Getting Mugged (Mating Flight 74/240)

And of course that’s where we got jumped. Three hovens were lurking in the doors of an ugly brick warehouse, trusting to eclipse’s shadows to hide them. But they smelled of sweat and excitement and their hearts were racing as we approached and their bodies whispered of feeble danger, so I’m not sure why they bothered hiding, except that they thought I was a hoven and unable to smell or hear very much. Two others had been following us from Billy’s. The last two were pretending to be engrossed in a game of cards.

And then they all got up or turned around or stepped faster, as the case may be, so that we were roughly surrounded. Two of them showed guns, little stubby things that whimpered “if you were really what you seemed, I’d be menacing” to dangersense. Three had knives, and two had leaden clubs or some such. “OK, you two. Hand over all your cash and you don’t get hurt.”

Tarcuna started squeaking “He—-”

I took the gun from the hoven who had talked, and one of his fingers with it, and the club from the hoven next to him. It turned out not to be a club, but a battered length of pipe.
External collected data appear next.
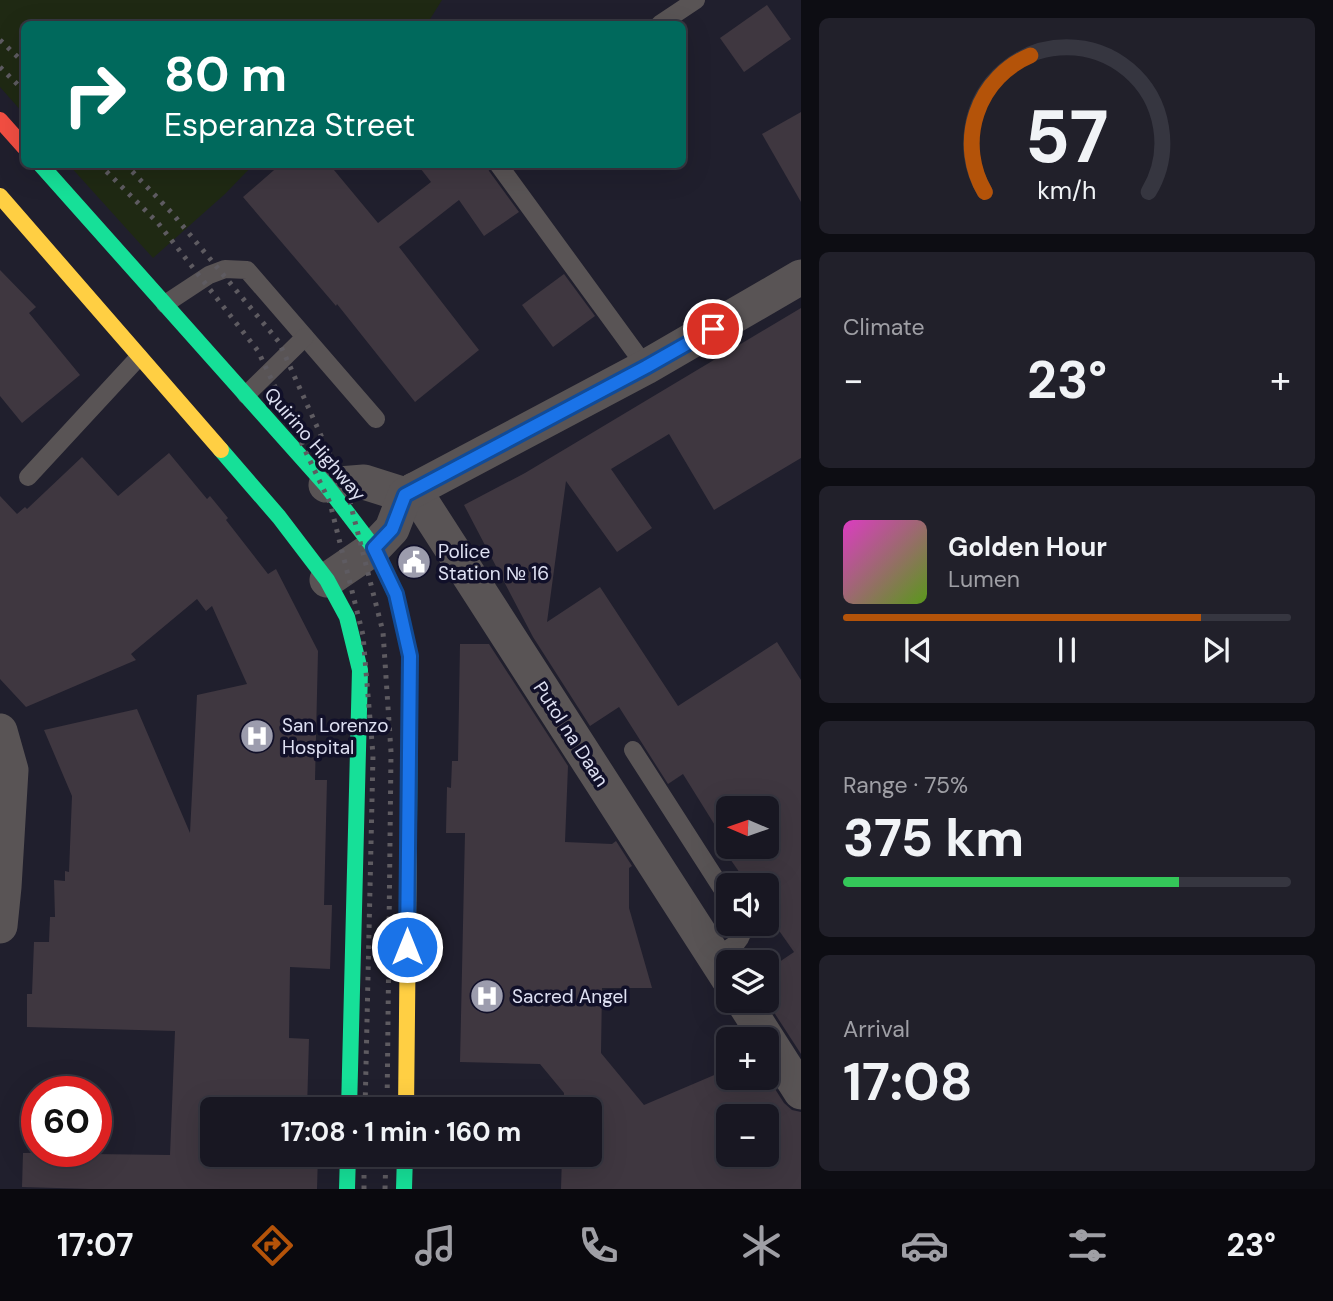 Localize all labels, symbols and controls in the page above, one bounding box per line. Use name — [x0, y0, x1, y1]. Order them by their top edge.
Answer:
text: 80 m — [164, 42, 287, 106]
icon: right — [49, 49, 140, 140]
text: 57 — [1025, 90, 1109, 185]
text: Esperanza Street — [164, 104, 415, 146]
text: km/h — [1037, 174, 1097, 207]
pin — [683, 299, 743, 359]
icon: arrive — [694, 310, 732, 348]
text: Climate — [843, 312, 925, 342]
text: 23° — [1027, 346, 1107, 414]
text: − — [843, 355, 864, 405]
text: + — [1270, 355, 1291, 405]
street label: Quirino Highway — [259, 382, 372, 506]
text: Golden Hour — [948, 530, 1107, 564]
place label: Police Station № 16 — [438, 539, 549, 586]
public building icon: Police Station № 16 — [395, 543, 433, 581]
text: Lumen — [948, 564, 1020, 594]
icon: previous — [899, 631, 937, 669]
icon: pause — [1048, 631, 1086, 669]
icon: next — [1197, 631, 1235, 669]
street label: Putol na Daan — [528, 677, 614, 791]
place label: San Lorenzo Hospital — [282, 713, 389, 760]
hospital icon: San Lorenzo Hospital — [238, 717, 276, 755]
text: Range · 75% — [843, 770, 968, 800]
north arrow — [716, 796, 779, 859]
map controls — [716, 796, 779, 1167]
text: 375 km — [843, 804, 1024, 872]
button: sound — [716, 873, 779, 936]
position arrow — [370, 910, 444, 984]
button: layers — [716, 950, 779, 1013]
hospital icon: Sacred Angel — [468, 977, 506, 1015]
place label: Sacred Angel — [512, 984, 627, 1009]
text: Arrival — [843, 1014, 910, 1044]
button: + — [716, 1027, 779, 1090]
text: 17:08 — [843, 1048, 973, 1116]
speed limit sign: 60 — [21, 1076, 112, 1167]
button: − — [716, 1104, 779, 1167]
text: 17:08 · 1 min · 160 m — [281, 1115, 521, 1149]
icon: directions — [248, 1221, 297, 1270]
icon: music — [411, 1221, 460, 1270]
icon: phone — [574, 1221, 623, 1270]
icon: climate — [737, 1221, 786, 1270]
icon: car — [900, 1221, 949, 1270]
icon: filters — [1063, 1221, 1112, 1270]
text: 17:07 — [57, 1224, 134, 1266]
text: 23° — [1226, 1224, 1276, 1266] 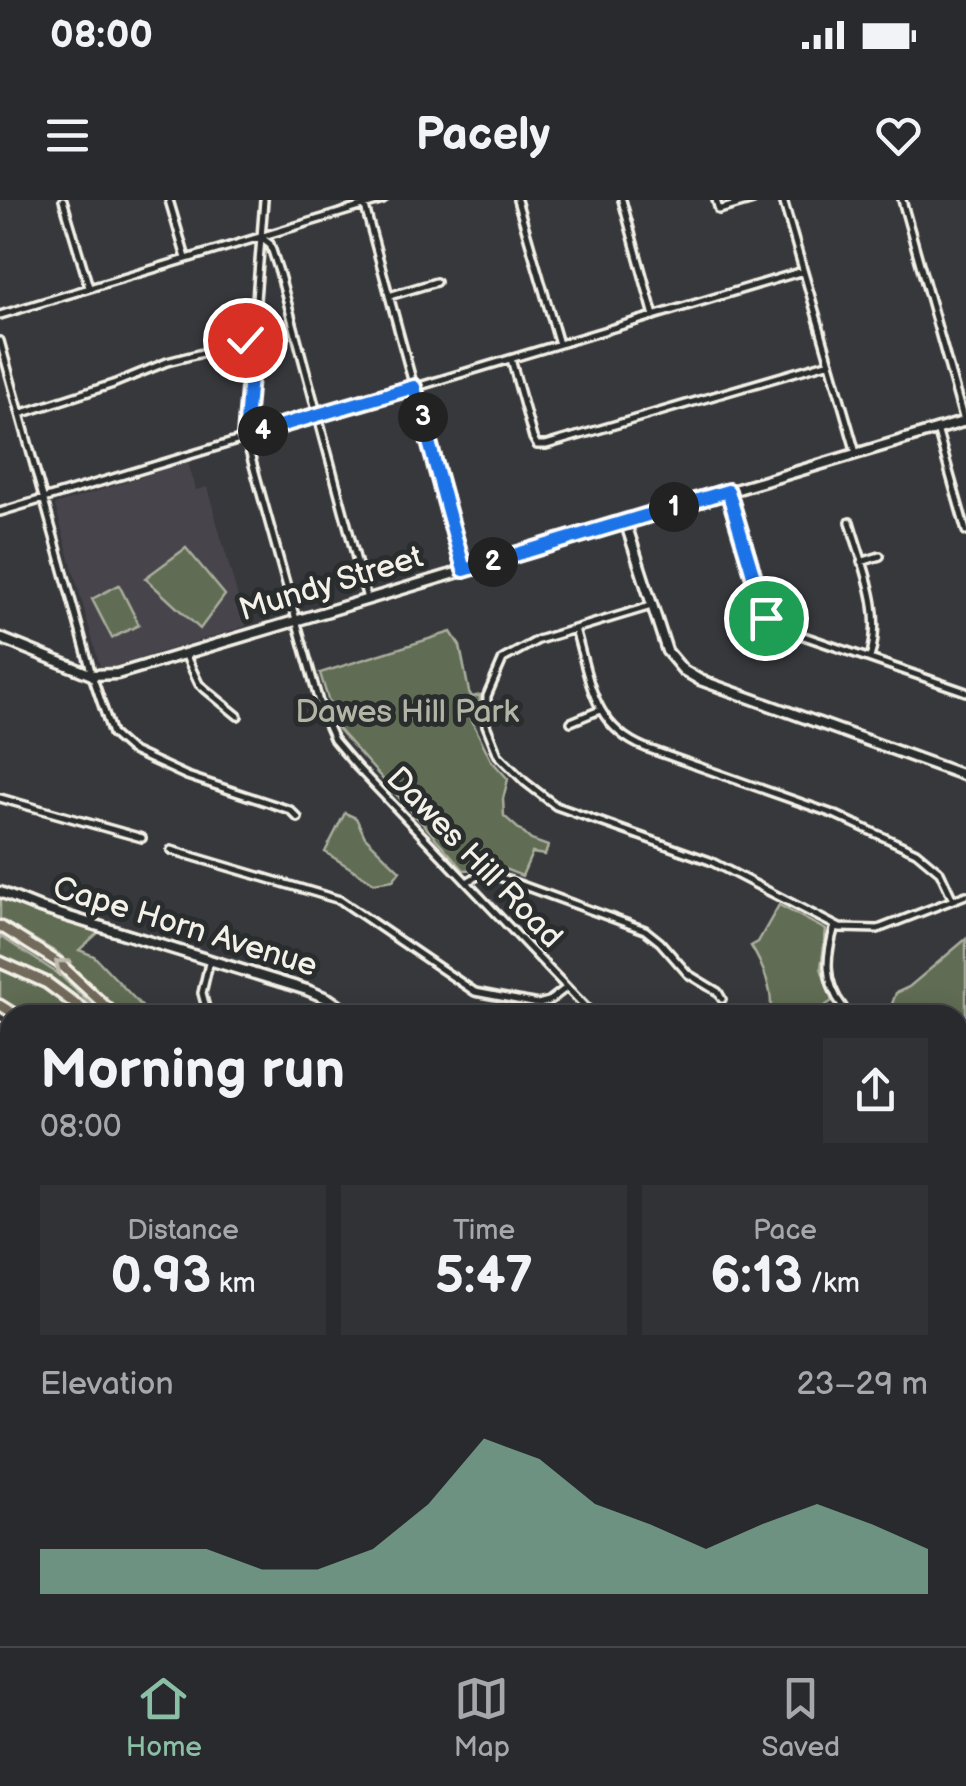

I don’t much like using weapons at all, and certainly not ugly ones, so I threw it through the other gunman. It left a big messy hole. For the sake of symmetry, I threw the gun at the other pipe-wielder, but it didn’t go all the way through. Unreliable, like all weapons. I’d rather use my claws and breath.

Tarcuna finished squeaking ”—-lp!”

I smiled very politely at the surviving muggers. “Same deal backwards. Hand over all your cash and you won’t get hurt. More.” They weren’t really listening to me, though. They were staring at their two dead companions, except for the first gunman, who was staring at the place his finger had been.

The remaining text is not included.